**Work order**
Search the material for the word "aside" and copy each line that holds it.

**Supplied records**
::::::::

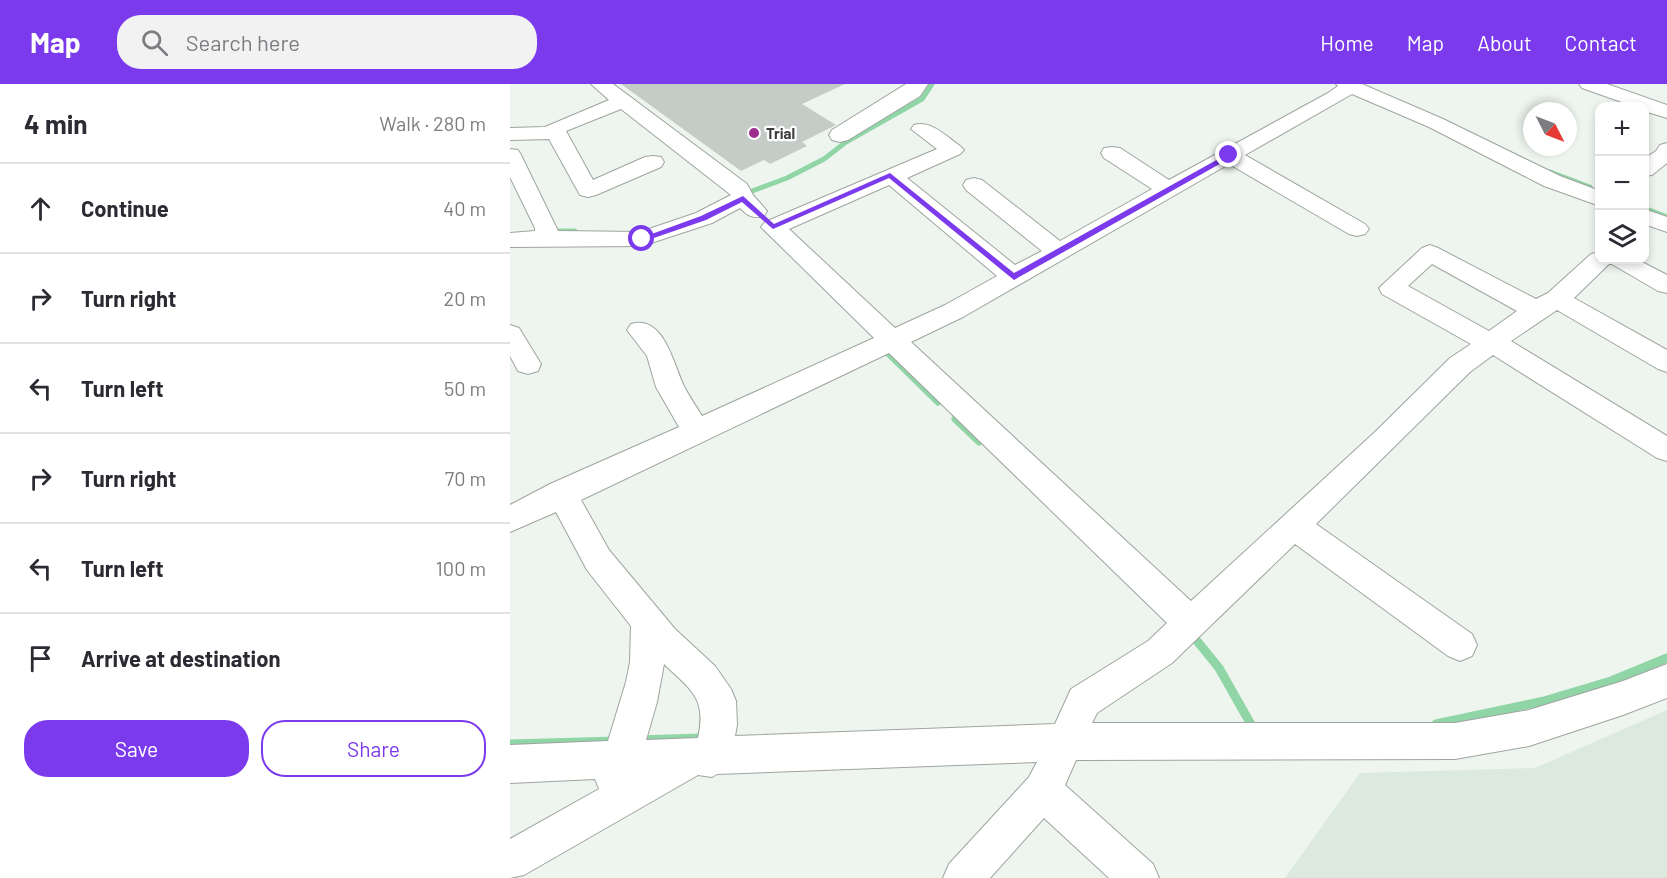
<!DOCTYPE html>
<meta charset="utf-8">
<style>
:root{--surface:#fff;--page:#f2f2f3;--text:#2b2b33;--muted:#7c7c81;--line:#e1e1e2;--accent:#7c3aed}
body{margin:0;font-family:Barlow,sans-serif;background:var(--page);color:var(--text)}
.controls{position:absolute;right:18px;top:18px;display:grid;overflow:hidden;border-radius:12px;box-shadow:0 3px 9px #0003}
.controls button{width:54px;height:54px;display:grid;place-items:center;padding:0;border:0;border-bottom:2px solid var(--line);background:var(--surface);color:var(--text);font:30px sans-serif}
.compass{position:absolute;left:1013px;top:18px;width:54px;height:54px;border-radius:50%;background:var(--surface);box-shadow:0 3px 9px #0003;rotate:132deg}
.stop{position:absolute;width:18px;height:18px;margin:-14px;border:4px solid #7c3aed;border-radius:50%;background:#fff}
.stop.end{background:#7c3aed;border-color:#fff;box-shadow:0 2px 6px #0008}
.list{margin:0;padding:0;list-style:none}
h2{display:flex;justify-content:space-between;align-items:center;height:78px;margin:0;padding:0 24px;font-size:26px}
h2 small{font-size:20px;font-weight:400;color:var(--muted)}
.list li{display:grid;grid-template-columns:39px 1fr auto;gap:18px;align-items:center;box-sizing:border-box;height:90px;padding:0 24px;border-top:2px solid var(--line)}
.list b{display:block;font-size:22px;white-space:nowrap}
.list em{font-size:20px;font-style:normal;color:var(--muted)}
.actions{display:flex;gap:12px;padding:18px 24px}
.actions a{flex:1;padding:14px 0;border:2px solid var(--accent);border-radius:24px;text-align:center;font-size:21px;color:var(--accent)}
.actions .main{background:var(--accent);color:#fff}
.icon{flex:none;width:33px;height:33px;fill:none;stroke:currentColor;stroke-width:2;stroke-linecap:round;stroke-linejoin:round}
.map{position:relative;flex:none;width:1157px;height:794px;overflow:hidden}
header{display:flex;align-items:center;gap:36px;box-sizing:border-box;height:84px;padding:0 30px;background:var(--accent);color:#fff}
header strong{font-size:28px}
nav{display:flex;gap:33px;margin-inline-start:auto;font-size:21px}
.search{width:420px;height:54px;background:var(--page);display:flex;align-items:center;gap:15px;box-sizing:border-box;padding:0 21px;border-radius:24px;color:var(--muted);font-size:22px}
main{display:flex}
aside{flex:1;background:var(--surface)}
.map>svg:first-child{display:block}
.built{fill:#dce9df}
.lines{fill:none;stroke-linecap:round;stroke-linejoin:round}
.stream-far2{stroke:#90d5a5;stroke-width:5}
.stream-far1{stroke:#90d5a5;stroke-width:7}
.stream{stroke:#90d5a5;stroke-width:9}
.building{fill:#c5ccc7}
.minor-casing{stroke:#9ea49f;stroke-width:2}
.tertiary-casing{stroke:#9ea49f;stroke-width:2}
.minor{fill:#fff;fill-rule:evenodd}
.tertiary{fill:#fff;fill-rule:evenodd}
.route{fill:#7c3aed}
.poi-dot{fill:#9d308f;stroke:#fff;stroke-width:2}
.labels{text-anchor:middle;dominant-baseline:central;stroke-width:4.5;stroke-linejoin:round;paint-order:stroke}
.far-poi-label{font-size:15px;font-weight:bold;fill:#3a3d3b;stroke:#fff;text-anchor:start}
</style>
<header>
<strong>Map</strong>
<div class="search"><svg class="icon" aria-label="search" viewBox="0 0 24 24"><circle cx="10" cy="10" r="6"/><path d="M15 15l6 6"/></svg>Search here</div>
<nav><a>Home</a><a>Map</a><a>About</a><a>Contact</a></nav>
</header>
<main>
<aside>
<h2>4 min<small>Walk · 280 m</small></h2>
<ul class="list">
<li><svg class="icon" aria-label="ahead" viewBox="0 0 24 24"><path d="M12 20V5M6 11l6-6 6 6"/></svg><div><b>Continue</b></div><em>40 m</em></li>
<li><svg class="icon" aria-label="right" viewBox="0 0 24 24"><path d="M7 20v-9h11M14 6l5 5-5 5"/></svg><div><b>Turn right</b></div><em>20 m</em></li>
<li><svg class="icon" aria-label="left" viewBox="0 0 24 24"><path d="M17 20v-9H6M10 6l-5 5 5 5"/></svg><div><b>Turn left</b></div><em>50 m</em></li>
<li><svg class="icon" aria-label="right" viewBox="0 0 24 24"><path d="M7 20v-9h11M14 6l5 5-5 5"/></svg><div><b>Turn right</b></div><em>70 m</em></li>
<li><svg class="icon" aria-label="left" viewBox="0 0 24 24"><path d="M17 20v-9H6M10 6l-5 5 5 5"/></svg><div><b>Turn left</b></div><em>100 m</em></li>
<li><svg class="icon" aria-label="arrive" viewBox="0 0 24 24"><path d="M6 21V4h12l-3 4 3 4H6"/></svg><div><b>Arrive at destination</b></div></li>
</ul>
<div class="actions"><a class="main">Save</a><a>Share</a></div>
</aside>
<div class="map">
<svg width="1157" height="794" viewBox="0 0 1157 794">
<rect width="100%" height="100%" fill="#eef5ef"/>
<path class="built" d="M1157,626V794H775L850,689L1025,684Z"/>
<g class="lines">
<g class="stream-far2">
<path d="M1040,88L1080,103"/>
<path d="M234,110L277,94L314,75L336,58L412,15L422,0"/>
<path d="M1134,124L1157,133"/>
<path d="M38,147H65"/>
</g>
<g class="stream-far1">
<path d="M370,270L376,267L428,318"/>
<path d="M445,335L469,358"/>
</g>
<g class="stream">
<path d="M683,552L709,584L743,644"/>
<path d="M926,640L1034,617L1101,597L1157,574"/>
<path d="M128,656L191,654"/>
<path d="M0,660L107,657"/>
</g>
</g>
<path class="building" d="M111,0H335L292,20L326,41L292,58L297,62L260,80L254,76L231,87Z"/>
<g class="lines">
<g class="minor-casing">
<g id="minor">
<path d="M81,0H103L237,100L243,111L257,127L254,132C243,135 238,132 230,124L202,139L132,162L0,163V149L25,147V144L0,93V65L8,66L11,71L48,147L130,148L186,129L221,111L111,25L56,47L83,96L135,73L143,72L151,73L154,78L151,83L86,111L78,113L70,111L39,55L0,56V44L35,43L99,16Z"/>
<path d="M826,0H852L933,35L1050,92L1090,107V122L1034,102L919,43L842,10L735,71L855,140L859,145L855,150L847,152L839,150L719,80L453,233L401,258L681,517L865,348L940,274L961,260L872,210L869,204L912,164L920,161L928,164L1026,215L1038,209L1081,170L1090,168V176H1128L1157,191V209L1148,207L1100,179L1064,214L1157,266V288L1148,285L1047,226L1001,257L1157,352V377L1147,374L983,271L960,288L806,440L962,550L967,561L962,572L950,577L938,572L785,460L662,579L587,629L582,639H945L1019,626L1113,597L1157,580V614L1113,631L1019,662L945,675L566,676L555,701L643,780L649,794H599L534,734L480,794H433L439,780L519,693L527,678L207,690L202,693L188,691L14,791L0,794V755L89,705L85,695L0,699V661L98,657L116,598L120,578L121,542L77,486L46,428L0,448V421L40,400L169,343L146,303L137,272L117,246L121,240C153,230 163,278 173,300C178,311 186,322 192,332L364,254L251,143L255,138L427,65L401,45L404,41C421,36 437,53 450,62L454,66L450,70L397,94L505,181L532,167L456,106L453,101L456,96L464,94L472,96L550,157L642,105L594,74L591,69L594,64L602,63L610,64L659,96L818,9L828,2ZM379,101L487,192L435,221L385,244L279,145ZM922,180L1007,227L979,247L898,202ZM379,269L657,539L638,557L561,605L545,640L225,652L227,641L226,617L221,605L205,582L165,545L99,466L71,416ZM154,580C181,606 197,614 188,654L136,656L147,618Z"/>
<path d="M1069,0H1097L1157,21V34L1134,27V22H1123L1072,4Z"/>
<path d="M1157,59V79L1142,91L1134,92V75L1146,67L1150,61Z"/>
<path d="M1134,125L1157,133V148L1134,140Z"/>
<path d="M0,241L9,244L31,280L28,287L18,290L8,287L0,272Z"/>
</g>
</g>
<g class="tertiary-casing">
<path id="tertiary" d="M396,0H418L410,12L338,56L330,58L322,56L319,51L322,46Z"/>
</g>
<use href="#minor" class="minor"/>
<use href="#tertiary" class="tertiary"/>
</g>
<path class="route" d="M719,69L722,73L504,196L379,94L263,145L232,118L196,136L135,157L128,155L191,132L233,112L264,140L380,89L504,189Z"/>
<circle class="poi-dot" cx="244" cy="49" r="6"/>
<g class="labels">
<g class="far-poi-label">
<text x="256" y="49">Trial</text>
</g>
</g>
</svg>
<div class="controls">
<button>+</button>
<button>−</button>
<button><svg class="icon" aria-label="layers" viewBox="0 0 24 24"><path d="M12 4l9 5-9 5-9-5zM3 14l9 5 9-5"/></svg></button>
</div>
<svg class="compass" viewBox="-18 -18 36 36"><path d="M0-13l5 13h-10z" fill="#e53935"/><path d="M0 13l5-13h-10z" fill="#7c7c81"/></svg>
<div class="stop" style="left:132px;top:155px"></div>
<div class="stop end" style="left:719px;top:71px"></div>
</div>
</main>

::::::::

**Written solution**
aside{flex:1;background:var(--surface)}
<aside>
</aside>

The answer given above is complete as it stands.